▶ **Assignment**: What is the number of lines in the entries below that include the word "Where"? Provide the number only.

------------

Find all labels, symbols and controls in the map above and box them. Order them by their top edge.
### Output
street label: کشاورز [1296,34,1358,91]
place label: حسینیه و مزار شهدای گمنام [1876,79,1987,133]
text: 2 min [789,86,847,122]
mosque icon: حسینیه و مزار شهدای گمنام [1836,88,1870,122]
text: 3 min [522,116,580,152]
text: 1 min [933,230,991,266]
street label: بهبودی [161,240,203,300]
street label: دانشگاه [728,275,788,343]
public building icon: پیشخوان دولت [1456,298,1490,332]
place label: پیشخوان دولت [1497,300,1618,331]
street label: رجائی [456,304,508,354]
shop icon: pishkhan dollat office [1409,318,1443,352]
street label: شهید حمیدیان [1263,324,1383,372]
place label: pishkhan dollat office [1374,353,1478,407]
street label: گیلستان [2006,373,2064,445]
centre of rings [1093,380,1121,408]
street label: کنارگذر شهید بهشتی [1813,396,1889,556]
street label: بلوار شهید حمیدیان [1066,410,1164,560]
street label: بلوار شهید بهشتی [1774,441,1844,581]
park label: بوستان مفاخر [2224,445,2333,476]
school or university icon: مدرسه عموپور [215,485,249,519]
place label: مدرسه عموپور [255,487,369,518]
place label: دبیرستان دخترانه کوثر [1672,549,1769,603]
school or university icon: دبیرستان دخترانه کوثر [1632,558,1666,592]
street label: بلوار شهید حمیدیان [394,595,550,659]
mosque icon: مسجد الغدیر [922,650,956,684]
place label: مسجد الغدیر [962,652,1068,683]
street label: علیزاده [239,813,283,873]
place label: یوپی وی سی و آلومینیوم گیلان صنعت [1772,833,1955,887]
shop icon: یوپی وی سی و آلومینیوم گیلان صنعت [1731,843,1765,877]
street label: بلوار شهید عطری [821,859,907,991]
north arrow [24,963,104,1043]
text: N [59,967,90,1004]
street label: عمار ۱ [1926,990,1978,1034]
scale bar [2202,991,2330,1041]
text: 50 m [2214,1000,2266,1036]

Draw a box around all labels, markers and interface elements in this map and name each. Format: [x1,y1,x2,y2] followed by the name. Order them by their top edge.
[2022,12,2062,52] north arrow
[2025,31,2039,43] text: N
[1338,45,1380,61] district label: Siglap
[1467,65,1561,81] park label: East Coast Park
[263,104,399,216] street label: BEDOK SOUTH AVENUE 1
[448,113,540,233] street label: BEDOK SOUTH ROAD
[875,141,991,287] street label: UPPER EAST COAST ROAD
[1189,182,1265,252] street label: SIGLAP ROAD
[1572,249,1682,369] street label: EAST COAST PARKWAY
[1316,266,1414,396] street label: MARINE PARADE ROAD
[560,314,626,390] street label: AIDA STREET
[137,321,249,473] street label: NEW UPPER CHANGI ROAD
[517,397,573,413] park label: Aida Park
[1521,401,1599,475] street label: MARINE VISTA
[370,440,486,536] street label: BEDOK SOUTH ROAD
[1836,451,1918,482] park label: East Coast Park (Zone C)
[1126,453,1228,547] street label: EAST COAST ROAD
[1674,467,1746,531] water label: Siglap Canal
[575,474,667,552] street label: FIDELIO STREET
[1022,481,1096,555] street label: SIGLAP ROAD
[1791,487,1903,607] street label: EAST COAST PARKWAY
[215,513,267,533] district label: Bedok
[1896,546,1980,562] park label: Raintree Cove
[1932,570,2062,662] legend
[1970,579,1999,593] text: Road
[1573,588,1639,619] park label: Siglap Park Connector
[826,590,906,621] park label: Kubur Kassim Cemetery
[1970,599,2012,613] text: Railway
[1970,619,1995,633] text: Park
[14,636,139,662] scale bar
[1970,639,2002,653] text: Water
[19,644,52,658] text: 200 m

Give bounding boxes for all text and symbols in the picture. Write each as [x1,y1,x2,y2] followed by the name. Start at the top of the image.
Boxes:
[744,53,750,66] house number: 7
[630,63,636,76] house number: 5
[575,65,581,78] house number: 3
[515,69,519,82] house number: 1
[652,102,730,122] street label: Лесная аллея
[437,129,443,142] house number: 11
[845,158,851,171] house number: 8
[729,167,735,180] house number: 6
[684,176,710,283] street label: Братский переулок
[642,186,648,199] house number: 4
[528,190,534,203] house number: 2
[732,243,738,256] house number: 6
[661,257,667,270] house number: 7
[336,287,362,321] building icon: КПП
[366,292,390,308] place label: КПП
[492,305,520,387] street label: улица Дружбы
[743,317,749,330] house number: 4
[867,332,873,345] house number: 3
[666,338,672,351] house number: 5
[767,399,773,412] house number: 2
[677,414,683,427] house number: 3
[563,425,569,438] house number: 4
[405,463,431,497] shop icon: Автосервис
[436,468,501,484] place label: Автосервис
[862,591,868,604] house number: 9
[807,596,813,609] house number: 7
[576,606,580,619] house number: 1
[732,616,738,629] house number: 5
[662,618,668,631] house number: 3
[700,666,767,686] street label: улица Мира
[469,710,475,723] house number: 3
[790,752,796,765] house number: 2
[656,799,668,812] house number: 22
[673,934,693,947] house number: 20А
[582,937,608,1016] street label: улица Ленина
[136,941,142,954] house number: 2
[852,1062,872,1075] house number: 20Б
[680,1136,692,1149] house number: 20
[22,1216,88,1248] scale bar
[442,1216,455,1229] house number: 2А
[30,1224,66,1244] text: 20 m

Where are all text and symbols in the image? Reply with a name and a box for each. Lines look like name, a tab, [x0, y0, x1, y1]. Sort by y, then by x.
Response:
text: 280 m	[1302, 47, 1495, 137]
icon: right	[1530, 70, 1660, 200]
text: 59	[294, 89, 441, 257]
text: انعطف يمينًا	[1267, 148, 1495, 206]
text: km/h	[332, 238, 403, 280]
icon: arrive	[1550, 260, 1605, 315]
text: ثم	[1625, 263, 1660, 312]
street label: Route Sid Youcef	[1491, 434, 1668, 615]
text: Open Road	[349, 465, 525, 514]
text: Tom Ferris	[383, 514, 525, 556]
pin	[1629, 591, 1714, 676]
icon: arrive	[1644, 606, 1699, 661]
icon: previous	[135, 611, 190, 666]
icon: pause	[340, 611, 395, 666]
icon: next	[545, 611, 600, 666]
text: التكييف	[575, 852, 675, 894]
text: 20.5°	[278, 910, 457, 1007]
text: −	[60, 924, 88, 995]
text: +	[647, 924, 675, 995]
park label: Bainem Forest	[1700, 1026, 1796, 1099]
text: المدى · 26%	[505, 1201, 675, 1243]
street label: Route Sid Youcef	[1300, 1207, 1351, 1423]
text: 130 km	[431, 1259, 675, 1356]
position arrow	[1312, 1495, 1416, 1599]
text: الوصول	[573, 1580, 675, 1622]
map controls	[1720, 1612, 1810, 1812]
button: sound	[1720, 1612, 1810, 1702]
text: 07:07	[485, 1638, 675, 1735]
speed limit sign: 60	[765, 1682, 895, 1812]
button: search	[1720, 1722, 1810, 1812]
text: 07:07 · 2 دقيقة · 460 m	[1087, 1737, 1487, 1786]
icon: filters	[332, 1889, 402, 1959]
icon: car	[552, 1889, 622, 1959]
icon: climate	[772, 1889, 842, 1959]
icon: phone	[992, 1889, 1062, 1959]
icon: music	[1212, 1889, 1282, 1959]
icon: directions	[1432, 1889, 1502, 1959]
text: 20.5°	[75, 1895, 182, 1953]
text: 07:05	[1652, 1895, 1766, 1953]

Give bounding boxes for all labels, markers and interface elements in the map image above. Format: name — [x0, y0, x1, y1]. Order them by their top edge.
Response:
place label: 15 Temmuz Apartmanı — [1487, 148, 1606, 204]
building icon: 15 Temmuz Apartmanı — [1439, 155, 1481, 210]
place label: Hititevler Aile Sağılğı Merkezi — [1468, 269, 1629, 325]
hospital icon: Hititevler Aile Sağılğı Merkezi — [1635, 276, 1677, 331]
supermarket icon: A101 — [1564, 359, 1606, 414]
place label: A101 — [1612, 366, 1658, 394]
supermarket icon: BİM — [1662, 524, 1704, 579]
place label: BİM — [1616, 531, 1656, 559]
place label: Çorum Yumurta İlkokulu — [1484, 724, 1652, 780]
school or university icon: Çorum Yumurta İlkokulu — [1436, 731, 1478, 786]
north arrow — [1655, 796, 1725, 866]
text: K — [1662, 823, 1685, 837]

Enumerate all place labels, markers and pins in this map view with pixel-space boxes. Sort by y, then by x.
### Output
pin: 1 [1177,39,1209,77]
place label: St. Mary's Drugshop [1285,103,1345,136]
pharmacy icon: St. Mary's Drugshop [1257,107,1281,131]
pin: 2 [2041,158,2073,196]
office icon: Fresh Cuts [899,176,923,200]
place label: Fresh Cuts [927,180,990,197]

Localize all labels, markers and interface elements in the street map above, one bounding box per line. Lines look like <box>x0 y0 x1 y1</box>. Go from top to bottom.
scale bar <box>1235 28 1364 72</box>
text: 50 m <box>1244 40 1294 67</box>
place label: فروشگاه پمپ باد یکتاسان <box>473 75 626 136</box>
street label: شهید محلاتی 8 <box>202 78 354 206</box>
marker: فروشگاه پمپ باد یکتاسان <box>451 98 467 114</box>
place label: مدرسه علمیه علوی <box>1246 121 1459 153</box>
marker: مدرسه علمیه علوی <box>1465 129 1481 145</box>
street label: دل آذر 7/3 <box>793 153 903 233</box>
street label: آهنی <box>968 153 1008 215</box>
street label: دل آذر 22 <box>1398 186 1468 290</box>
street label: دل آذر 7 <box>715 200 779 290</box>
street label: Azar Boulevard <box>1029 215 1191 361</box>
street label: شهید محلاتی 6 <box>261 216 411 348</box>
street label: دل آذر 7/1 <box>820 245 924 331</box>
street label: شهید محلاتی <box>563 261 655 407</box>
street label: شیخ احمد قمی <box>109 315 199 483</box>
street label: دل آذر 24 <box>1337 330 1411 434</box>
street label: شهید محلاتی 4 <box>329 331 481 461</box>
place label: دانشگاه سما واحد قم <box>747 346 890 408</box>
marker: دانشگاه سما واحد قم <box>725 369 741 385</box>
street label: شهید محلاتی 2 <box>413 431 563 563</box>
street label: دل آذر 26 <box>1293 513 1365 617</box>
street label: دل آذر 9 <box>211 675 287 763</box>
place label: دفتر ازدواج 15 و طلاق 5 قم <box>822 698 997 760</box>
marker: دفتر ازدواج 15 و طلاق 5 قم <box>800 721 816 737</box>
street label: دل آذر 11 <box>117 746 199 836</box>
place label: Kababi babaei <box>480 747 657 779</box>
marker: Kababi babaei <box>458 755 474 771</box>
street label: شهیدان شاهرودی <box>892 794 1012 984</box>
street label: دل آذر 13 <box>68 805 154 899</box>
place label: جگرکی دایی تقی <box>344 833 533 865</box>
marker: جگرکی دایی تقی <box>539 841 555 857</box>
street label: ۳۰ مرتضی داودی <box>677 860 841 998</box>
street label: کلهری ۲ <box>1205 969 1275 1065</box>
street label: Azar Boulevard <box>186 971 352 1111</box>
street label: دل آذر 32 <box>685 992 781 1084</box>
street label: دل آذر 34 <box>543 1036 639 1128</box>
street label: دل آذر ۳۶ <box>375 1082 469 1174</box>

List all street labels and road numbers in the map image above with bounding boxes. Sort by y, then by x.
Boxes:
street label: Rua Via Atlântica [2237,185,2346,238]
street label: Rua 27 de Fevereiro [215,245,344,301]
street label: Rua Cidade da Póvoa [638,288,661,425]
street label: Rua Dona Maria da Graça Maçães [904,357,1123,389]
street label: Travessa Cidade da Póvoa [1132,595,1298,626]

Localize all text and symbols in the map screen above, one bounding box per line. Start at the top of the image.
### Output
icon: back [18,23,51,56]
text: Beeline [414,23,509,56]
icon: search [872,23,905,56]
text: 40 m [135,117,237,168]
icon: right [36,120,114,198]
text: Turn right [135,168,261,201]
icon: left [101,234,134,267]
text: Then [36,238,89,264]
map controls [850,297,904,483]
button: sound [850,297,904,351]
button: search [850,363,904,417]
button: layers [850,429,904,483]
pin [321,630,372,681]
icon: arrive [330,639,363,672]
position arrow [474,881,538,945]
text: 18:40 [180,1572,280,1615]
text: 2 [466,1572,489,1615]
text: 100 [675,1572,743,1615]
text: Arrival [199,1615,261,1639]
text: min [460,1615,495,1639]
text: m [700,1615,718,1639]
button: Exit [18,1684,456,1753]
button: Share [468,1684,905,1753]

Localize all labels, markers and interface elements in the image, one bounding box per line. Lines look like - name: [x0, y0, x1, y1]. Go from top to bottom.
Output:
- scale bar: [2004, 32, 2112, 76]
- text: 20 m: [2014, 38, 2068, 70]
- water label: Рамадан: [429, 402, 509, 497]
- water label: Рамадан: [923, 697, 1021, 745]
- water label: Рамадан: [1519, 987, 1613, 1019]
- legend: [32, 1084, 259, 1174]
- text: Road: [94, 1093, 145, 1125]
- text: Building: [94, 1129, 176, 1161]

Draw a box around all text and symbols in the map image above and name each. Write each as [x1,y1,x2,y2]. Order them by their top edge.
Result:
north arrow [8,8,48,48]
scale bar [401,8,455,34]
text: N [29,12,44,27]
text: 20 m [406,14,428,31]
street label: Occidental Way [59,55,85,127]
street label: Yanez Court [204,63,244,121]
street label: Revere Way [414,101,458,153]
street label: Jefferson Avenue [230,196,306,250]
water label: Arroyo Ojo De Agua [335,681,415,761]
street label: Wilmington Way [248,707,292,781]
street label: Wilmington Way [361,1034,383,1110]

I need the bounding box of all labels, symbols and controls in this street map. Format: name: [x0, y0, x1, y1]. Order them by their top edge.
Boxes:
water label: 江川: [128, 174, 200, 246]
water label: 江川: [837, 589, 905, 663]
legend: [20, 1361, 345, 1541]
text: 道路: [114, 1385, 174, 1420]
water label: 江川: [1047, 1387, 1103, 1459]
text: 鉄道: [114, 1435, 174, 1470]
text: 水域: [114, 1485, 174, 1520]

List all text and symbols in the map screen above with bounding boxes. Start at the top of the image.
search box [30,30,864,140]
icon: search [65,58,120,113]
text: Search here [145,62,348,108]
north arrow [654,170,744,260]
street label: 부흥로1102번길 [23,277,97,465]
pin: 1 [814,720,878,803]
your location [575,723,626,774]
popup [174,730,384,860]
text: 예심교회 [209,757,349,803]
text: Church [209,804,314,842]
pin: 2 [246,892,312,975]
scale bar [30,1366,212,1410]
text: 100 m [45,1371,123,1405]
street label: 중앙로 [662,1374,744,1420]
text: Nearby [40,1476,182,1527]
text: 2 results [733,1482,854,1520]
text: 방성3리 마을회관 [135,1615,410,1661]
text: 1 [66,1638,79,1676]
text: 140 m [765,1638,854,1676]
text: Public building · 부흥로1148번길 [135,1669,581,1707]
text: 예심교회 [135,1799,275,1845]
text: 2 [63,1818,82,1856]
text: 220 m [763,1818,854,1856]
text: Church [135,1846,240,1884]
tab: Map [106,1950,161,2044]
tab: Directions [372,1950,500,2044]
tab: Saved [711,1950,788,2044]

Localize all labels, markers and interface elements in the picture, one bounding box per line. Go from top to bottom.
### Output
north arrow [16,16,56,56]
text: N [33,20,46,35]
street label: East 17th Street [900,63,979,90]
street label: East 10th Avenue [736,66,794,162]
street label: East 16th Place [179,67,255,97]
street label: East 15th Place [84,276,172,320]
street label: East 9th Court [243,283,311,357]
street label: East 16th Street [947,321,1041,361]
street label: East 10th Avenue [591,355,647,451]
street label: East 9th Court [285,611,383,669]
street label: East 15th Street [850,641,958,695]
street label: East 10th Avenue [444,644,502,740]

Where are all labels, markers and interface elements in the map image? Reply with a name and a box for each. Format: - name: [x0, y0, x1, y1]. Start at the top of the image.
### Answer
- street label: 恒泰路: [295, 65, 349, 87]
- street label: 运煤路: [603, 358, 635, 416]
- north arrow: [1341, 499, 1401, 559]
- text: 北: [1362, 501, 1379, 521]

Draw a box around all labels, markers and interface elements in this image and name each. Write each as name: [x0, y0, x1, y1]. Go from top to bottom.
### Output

------------

▶ **Answer space**: 2